***** Exercise materials *****

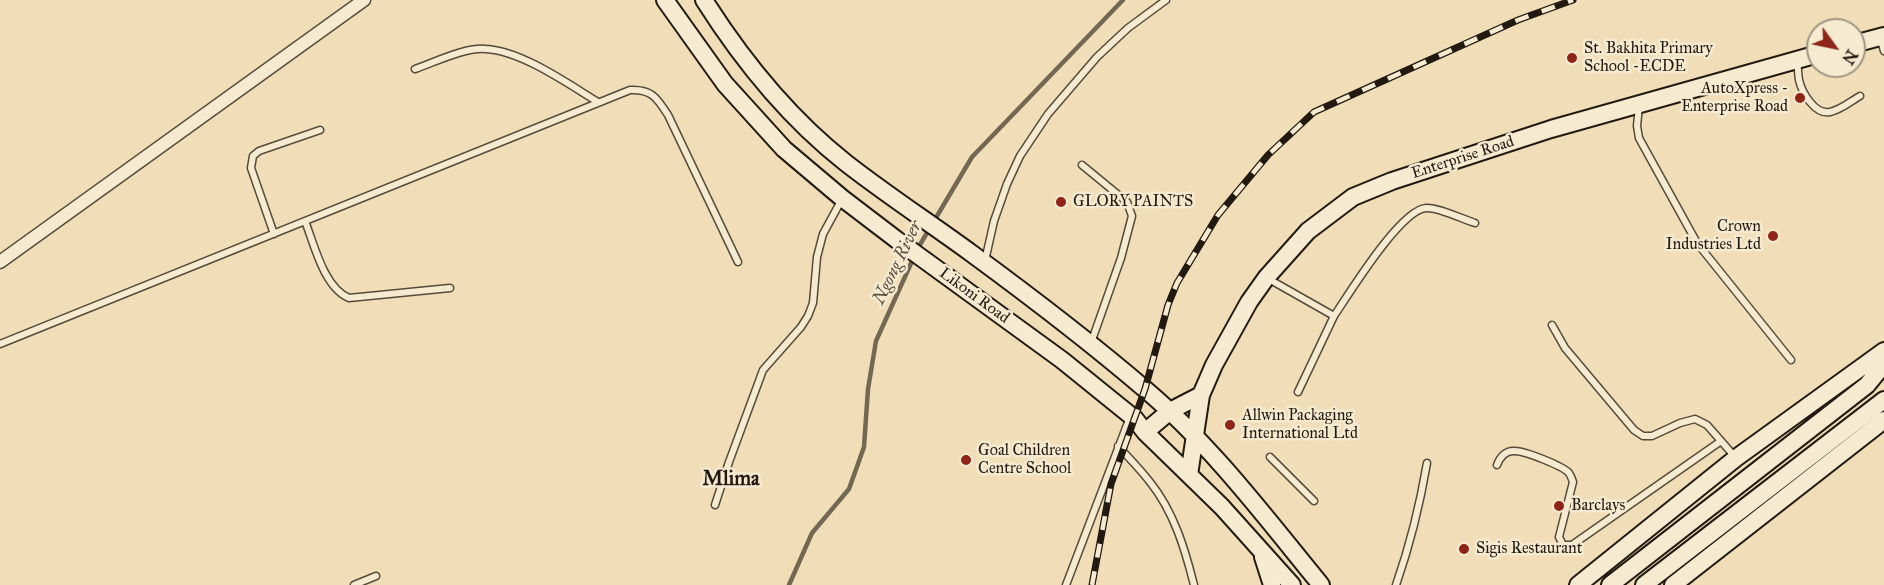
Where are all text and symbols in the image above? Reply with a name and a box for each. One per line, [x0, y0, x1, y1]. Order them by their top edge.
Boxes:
north arrow [1806, 18, 1866, 78]
place label: St. Bakhita Primary School -ECDE [1584, 39, 1713, 77]
text: N [1838, 46, 1862, 68]
marker: St. Bakhita Primary School -ECDE [1565, 51, 1579, 65]
place label: AutoXpress - Enterprise Road [1681, 79, 1788, 117]
marker: AutoXpress - Enterprise Road [1793, 91, 1807, 105]
street label: Enterprise Road [1409, 132, 1517, 184]
place label: GLORY PAINTS [1073, 192, 1193, 212]
marker: GLORY PAINTS [1054, 195, 1068, 209]
place label: Crown Industries Ltd [1666, 217, 1761, 255]
water label: Ngong River [868, 218, 928, 308]
marker: Crown Industries Ltd [1766, 229, 1780, 243]
street label: Likoni Road [935, 264, 1013, 328]
place label: Allwin Packaging International Ltd [1242, 406, 1358, 444]
marker: Allwin Packaging International Ltd [1223, 418, 1237, 432]
place label: Goal Children Centre School [978, 441, 1071, 479]
marker: Goal Children Centre School [959, 453, 973, 467]
district label: Mlima [703, 468, 759, 492]
place label: Barclays [1571, 496, 1625, 516]
marker: Barclays [1552, 499, 1566, 513]
place label: Sigis Restaurant [1476, 539, 1582, 559]
marker: Sigis Restaurant [1457, 542, 1471, 556]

*****

To do: In copying the listing, reproduce each line exactly and omit the pictures.

Answer area:
Where are all text and symbols in the image above? Reply with a name and a box for each. One per line, [x0, y0, x1, y1]. Order them by their top edge.
Boxes:
north arrow [1806, 18, 1866, 78]
place label: St. Bakhita Primary School -ECDE [1584, 39, 1713, 77]
text: N [1838, 46, 1862, 68]
marker: St. Bakhita Primary School -ECDE [1565, 51, 1579, 65]
place label: AutoXpress - Enterprise Road [1681, 79, 1788, 117]
marker: AutoXpress - Enterprise Road [1793, 91, 1807, 105]
street label: Enterprise Road [1409, 132, 1517, 184]
place label: GLORY PAINTS [1073, 192, 1193, 212]
marker: GLORY PAINTS [1054, 195, 1068, 209]
place label: Crown Industries Ltd [1666, 217, 1761, 255]
water label: Ngong River [868, 218, 928, 308]
marker: Crown Industries Ltd [1766, 229, 1780, 243]
street label: Likoni Road [935, 264, 1013, 328]
place label: Allwin Packaging International Ltd [1242, 406, 1358, 444]
marker: Allwin Packaging International Ltd [1223, 418, 1237, 432]
place label: Goal Children Centre School [978, 441, 1071, 479]
marker: Goal Children Centre School [959, 453, 973, 467]
district label: Mlima [703, 468, 759, 492]
place label: Barclays [1571, 496, 1625, 516]
marker: Barclays [1552, 499, 1566, 513]
place label: Sigis Restaurant [1476, 539, 1582, 559]
marker: Sigis Restaurant [1457, 542, 1471, 556]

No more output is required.